Think Deep, Not Just Long: Measuring LLM Reasoning Effort via Deep-Thinking Tokens

AI-generated keywords: Large Language Models Reasoning Effort Deep-Thinking Tokens Inference-Time Effort Think@n

AI-generated Key Points

⚠The license of the paper does not allow us to build upon its content and the key points are generated using the paper metadata rather than the full article.

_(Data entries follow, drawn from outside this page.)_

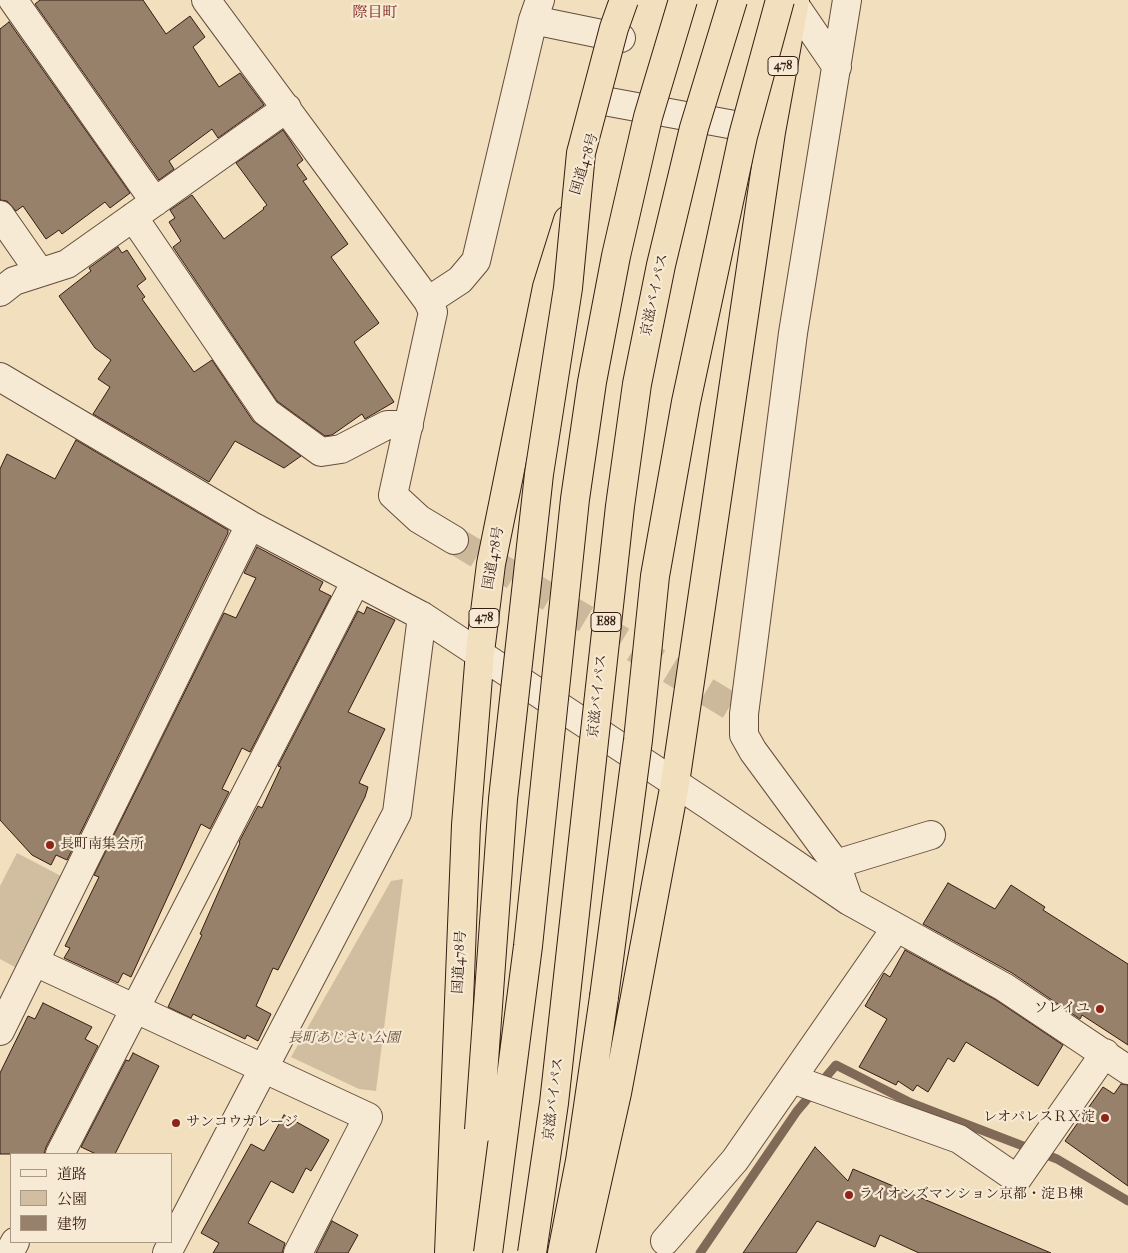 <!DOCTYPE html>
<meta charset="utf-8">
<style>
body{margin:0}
#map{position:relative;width:1128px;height:1253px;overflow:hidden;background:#f1dfbd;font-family:"IM FELL French Canon","Noto Serif JP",serif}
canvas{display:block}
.legend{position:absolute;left:10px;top:1153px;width:162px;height:90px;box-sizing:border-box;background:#f6ead4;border:1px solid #a99886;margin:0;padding:6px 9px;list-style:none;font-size:15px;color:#361c12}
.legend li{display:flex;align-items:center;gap:10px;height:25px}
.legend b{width:25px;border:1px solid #a99886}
</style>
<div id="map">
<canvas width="1128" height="1253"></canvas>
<ul class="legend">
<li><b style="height:6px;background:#f6ead4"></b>道路</li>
<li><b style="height:14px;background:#d1bea0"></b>公園</li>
<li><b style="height:14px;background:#97816b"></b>建物</li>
</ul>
</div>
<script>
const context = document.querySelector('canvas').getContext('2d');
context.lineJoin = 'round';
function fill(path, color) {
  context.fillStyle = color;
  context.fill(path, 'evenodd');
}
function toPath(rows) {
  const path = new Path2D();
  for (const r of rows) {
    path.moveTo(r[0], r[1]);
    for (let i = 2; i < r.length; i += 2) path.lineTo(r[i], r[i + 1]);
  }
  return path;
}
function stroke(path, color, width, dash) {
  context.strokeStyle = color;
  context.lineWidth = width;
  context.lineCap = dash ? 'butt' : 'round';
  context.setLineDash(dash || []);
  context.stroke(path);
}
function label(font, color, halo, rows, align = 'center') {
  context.font = font + ' "IM FELL French Canon","Noto Serif JP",serif';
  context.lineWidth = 4.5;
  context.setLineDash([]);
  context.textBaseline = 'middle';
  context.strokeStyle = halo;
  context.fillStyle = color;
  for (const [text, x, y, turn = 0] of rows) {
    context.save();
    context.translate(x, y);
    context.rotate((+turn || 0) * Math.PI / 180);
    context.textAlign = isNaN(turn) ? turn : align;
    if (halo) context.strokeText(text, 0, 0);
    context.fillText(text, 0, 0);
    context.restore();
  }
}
fill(toPath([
 [17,853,61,876,15,967,0,959,0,886],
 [403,879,376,1091,359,1089,291,1057,391,881]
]), '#d1bea0');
stroke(toPath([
 [700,1253,797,1111,836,1065,911,1103,1057,1159,1128,1201]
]), '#806956', 9);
const building = toPath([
 [40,0,143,0,166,34,190,16,205,37,193,47,219,87,240,73,264,105,218,138,212,129,169,161,174,169,159,180,35,4,40,0],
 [9,22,130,193,110,208,105,202,62,234,59,230,46,239,23,206,16,211,7,201,0,200,0,29,9,22],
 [283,130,303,160,297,165,307,179,303,181,348,244,331,257,379,323,354,342,394,402,365,419,362,414,332,435,325,436,277,401,173,247,181,241,169,222,175,218,170,210,192,195,224,239,264,209,263,208,267,205,236,163,283,130],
 [118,247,122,253,127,250,146,279,137,286,145,297,142,299,194,372,212,360,253,421,301,456,284,468,235,441,209,482,93,414,110,387,98,379,111,360,95,348,59,296,91,271,89,268,118,247],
 [76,440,228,530,228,533,67,860,56,855,51,865,32,855,0,820,0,469,7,454,55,479,76,440],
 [257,547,323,582,319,590,331,596,250,752,242,748,222,789,229,792,210,829,201,824,131,977,123,973,118,983,64,958,70,948,65,946,99,877,94,875,224,613,236,618,256,578,244,573,257,547],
 [367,607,395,620,348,712,385,729,359,783,368,787,365,797,286,954,278,970,273,968,256,1006,271,1014,258,1041,247,1035,245,1039,193,1014,191,1018,168,1007,202,935,200,934,240,843,239,842,258,806,262,808,281,767,278,766,358,611,364,614,367,607],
 [948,883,995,909,1011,885,1045,907,1043,910,1128,964,1128,1045,1082,1015,1080,1019,1012,973,923,924,948,883],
 [905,950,996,1000,1063,1045,1038,1086,966,1042,954,1062,948,1058,928,1092,917,1085,913,1091,898,1081,896,1085,859,1067,887,1019,865,1006,884,973,890,977,905,950],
 [43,1003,92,1027,85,1039,98,1046,46,1147,44,1154,0,1154,0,1073,28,1016,35,1019,43,1003],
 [133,1053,159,1066,115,1154,96,1154,81,1147,126,1060,129,1061,133,1053],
 [1121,1084,1128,1085,1128,1186,1065,1141,1103,1087,1114,1094,1121,1084],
 [284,1115,329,1140,311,1171,306,1168,293,1193,271,1181,248,1223,285,1243,282,1253,213,1253,219,1243,201,1233,251,1144,264,1151,284,1115],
 [815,1147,848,1181,853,1169,1051,1253,919,1253,880,1235,875,1247,817,1221,796,1253,743,1253,815,1147],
 [332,1221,358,1235,348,1253,316,1253,332,1221]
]);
fill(building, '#97816b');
stroke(building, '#361c12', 1);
stroke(toPath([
 [454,540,744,714]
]), '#ccb89b', 28, [28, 14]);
const minor = toPath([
 [13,0,155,202],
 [206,0,428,301,433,312,393,495,419,519,454,540],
 [847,0,793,333,744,714,744,735,753,751,836,864,849,901],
 [794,4,837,67],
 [533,20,621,38],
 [604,101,767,131],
 [0,215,39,271],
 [133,217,266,412,321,452,341,449,387,425,409,425],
 [0,292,14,281,67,264,287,108],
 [428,301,460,280,476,261,533,20,540,0],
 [0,377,250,525,422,616,710,806,849,901,1004,987,1128,1070],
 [836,864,931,835],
 [35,962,368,1117,298,1253],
 [0,1031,250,525],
 [792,1079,959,1139,1017,1179,1105,1053],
 [60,1154,356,581],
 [665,1241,735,1160,896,928],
 [9,1253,15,1242],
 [167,1253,397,813,422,616]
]);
const highway = toPath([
 [466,1249,479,1130],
 [449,1253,466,825,480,652,491,564,547,287,568,220],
 [562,1253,580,1161,604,997],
 [581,1253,617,1093,675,783,771,132,795,0]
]);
stroke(minor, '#654d3d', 30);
stroke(highway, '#361c12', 30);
stroke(minor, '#f6ead4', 28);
stroke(highway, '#f1dfbd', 28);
const highwayBridge = toPath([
 [604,997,638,740,655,576,686,402,743,136,780,0],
 [479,1130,503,799,539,474,568,288,581,153,614,28,624,0],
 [488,1253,528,946,575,499,592,382,616,256,648,117,683,0],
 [532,1253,554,1103,620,506,637,384,661,265,694,128,733,0]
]);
stroke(highwayBridge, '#361c12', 30, []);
stroke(highwayBridge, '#f1dfbd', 28);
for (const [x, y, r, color] of [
 [50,845,5,"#8f2418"],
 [1100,1009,5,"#8f2418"],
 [1105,1118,5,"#8f2418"],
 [176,1123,5,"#8f2418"],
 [849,1195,5,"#8f2418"]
]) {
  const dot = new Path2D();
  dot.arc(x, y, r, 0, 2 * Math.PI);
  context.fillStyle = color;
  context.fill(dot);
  stroke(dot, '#f6ead4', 2);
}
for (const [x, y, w] of [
 [783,66,30],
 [484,618,30],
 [606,622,30]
]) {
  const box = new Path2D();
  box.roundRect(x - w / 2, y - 9.5, w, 19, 4);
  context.fillStyle = '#f6ead4';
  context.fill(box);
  stroke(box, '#361c12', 1);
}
label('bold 12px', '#361c12', null, [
 ["478",783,66],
 ["478",484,618],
 ["E88",606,622]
]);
label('14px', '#361c12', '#f6ead4', [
 ["国道478号",585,164,-73],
 ["京滋バイパス",655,295,-78],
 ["国道478号",494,558,-80],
 ["京滋バイパス",598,696,-84],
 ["国道478号",460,962,-87],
 ["京滋バイパス",554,1099,-83]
]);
label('14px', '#361c12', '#f6ead4', [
 ["長町南集会所",60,845],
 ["ソレイユ",1090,1009,"right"],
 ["レオパレスＲＸ淀",1095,1118,"right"],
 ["サンコウガレージ",186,1123],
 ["ライオンズマンション京都・淀Ｂ棟",859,1195]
], 'left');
label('italic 14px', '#644d3d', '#f6ead4', [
 ["長町あじさい公園",344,1039]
]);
label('15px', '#7a1f14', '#f6ead4', [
 ["際目町",375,13]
]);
</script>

Authors Wei-Lin Chen, Liqian Peng, Tian Tan, Chao Zhao, Blake JianHang Chen, Ziqian Lin, Alec Go, and Yu Meng study large language models (LLMs) and their reasoning capabilities.
They introduce a novel approach to quantify inference-time effort through identifying deep-thinking tokens in LLMs.
Deep-thinking tokens represent points in the generated sequence where internal predictions undergo significant revisions in deeper model layers before converging.
The deep-thinking ratio shows a robust and consistently positive correlation with accuracy across various reasoning-focused models and benchmarks.
This metric outperforms traditional length-based and confidence-based baselines.
The authors propose Think@n - a test-time scaling strategy that prioritizes samples with high deep-thinking ratios to enhance LLM reasoning capabilities while reducing inference costs.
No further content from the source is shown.